**Exercise inputs:**
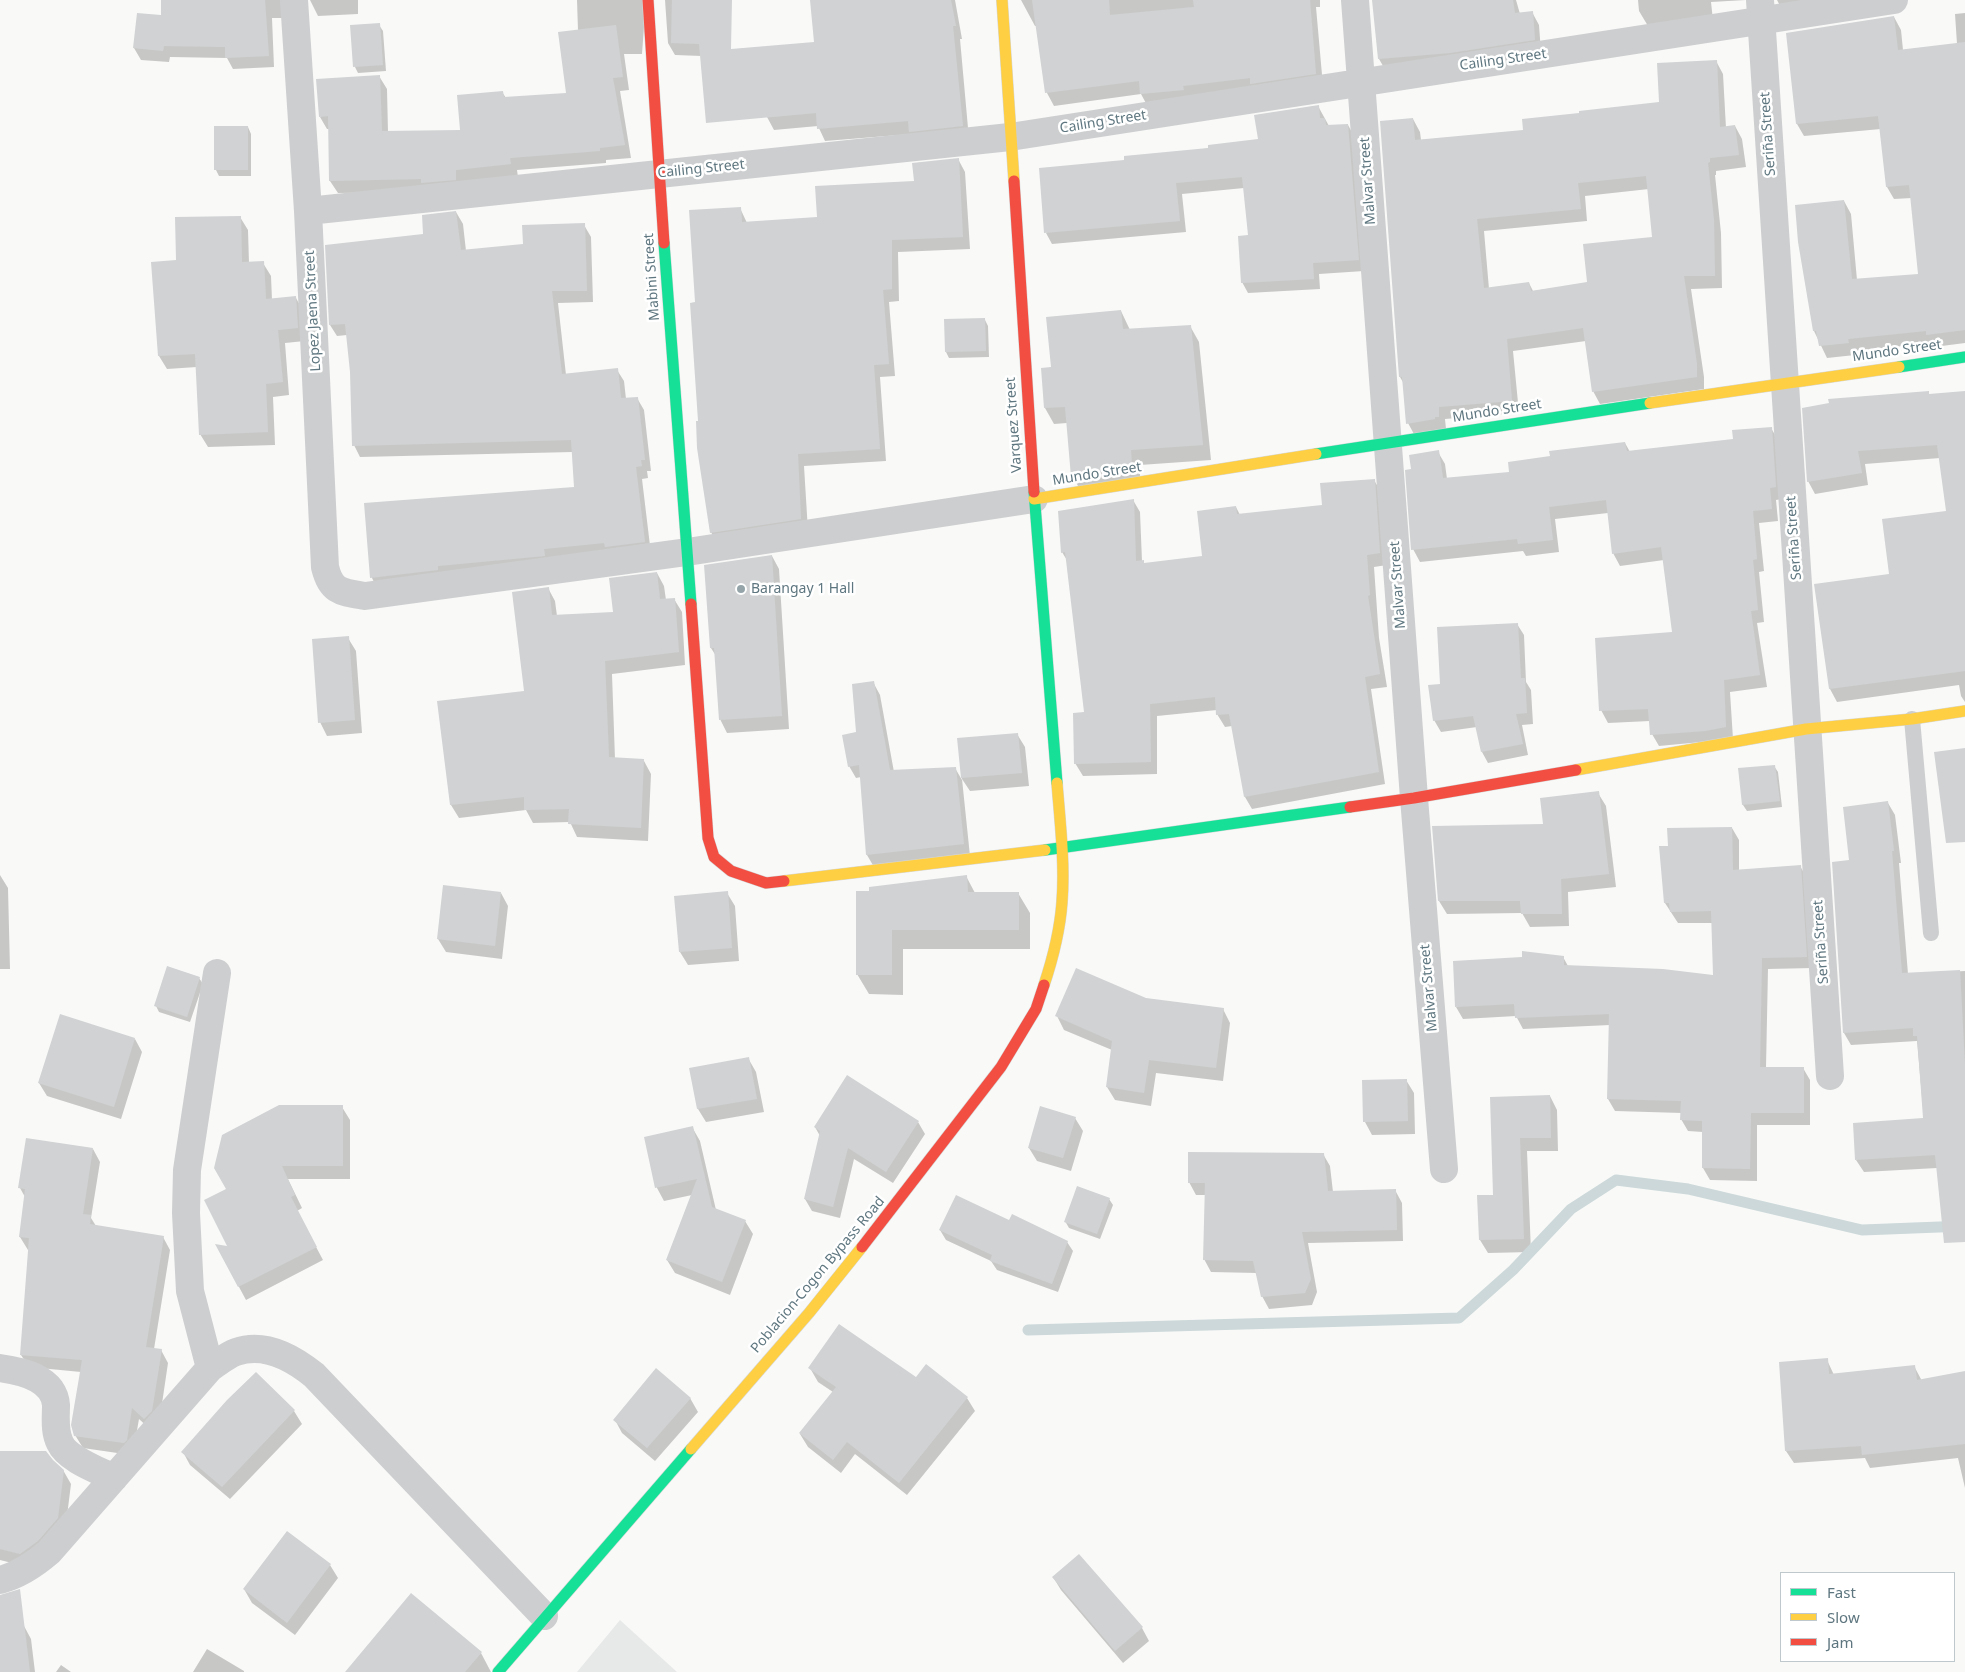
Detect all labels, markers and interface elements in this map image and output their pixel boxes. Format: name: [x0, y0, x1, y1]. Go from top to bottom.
street label: Cailing Street: [1458, 46, 1548, 74]
street label: Seriña Street: [1757, 91, 1779, 177]
street label: Cailing Street: [1058, 107, 1148, 137]
street label: Malvar Street: [1357, 137, 1379, 225]
street label: Cailing Street: [657, 156, 745, 182]
street label: Mabini Street: [641, 233, 663, 321]
street label: Lopez Jaena Street: [301, 250, 325, 372]
street label: Mundo Street: [1851, 336, 1943, 366]
street label: Varquez Street: [1002, 377, 1026, 473]
street label: Mundo Street: [1451, 396, 1543, 426]
street label: Mundo Street: [1051, 459, 1143, 489]
street label: Seriña Street: [1783, 495, 1805, 581]
street label: Malvar Street: [1387, 541, 1409, 629]
place label: Barangay 1 Hall: [751, 581, 854, 597]
marker: Barangay 1 Hall: [735, 583, 747, 595]
street label: Seriña Street: [1810, 899, 1832, 985]
street label: Malvar Street: [1417, 944, 1441, 1032]
street label: Poblacion-Cogon Bypass Road: [748, 1193, 888, 1357]
legend: [1780, 1572, 1955, 1662]
text: Fast: [1827, 1582, 1856, 1602]
text: Slow: [1827, 1607, 1860, 1627]
text: Jam: [1827, 1632, 1854, 1652]

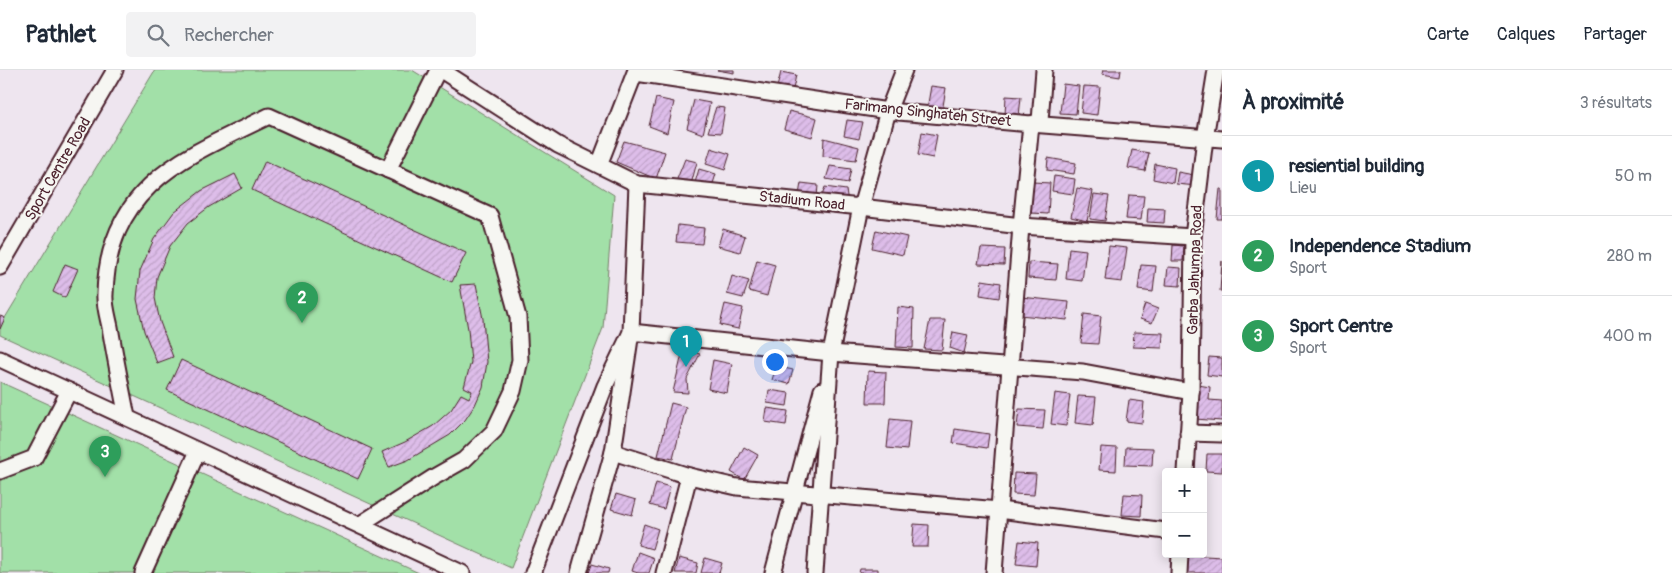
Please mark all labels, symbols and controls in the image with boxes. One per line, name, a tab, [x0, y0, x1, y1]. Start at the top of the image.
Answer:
search box	[126, 12, 476, 57]
text: Pathlet	[25, 20, 96, 49]
icon: search	[144, 21, 172, 49]
text: Rechercher	[184, 23, 274, 47]
text: Carte	[1427, 23, 1469, 46]
text: Calques	[1497, 23, 1555, 46]
text: Partager	[1583, 23, 1647, 46]
text: À proximité	[1242, 89, 1345, 116]
text: 3 résultats	[1580, 93, 1652, 113]
street label: Farimang Singhateh Street	[844, 95, 1013, 131]
street label: Sport Centre Road	[21, 114, 95, 224]
text: resiential building	[1289, 154, 1424, 178]
text: 1	[1255, 166, 1261, 186]
text: 50 m	[1615, 166, 1652, 186]
text: Lieu	[1289, 178, 1317, 198]
street label: Stadium Road	[758, 187, 846, 215]
street label: Garba Jahumpa Road	[1183, 205, 1207, 335]
text: Independence Stadium	[1289, 234, 1471, 258]
text: 2	[1254, 246, 1262, 266]
text: 280 m	[1606, 246, 1652, 266]
text: Sport	[1289, 258, 1327, 278]
pin: 2	[286, 282, 318, 323]
text: Sport Centre	[1289, 314, 1393, 338]
pin: 1	[670, 326, 702, 367]
text: 3	[1254, 326, 1262, 346]
text: 400 m	[1603, 326, 1652, 346]
text: Sport	[1289, 338, 1327, 358]
your location	[762, 349, 788, 375]
pin: 3	[89, 436, 121, 477]
map controls	[1162, 468, 1207, 558]
button: +	[1162, 468, 1207, 513]
button: −	[1162, 513, 1207, 558]

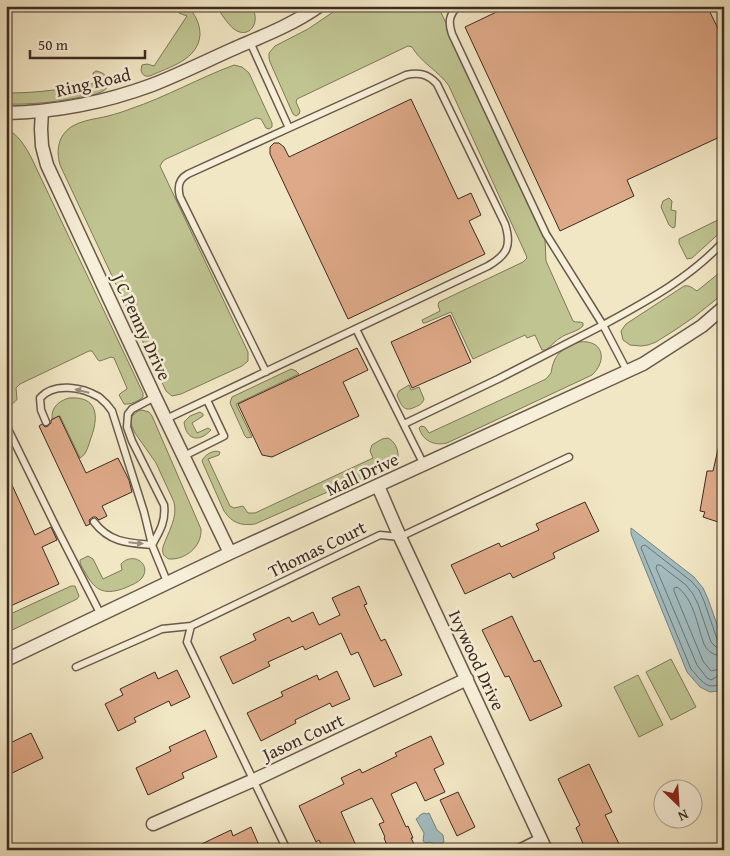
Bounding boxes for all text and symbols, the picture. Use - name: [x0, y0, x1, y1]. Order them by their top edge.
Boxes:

**About this task:**
Check every line of the entries for the string "symbols". Give only the number of lines that hold it.

**Solution:**
2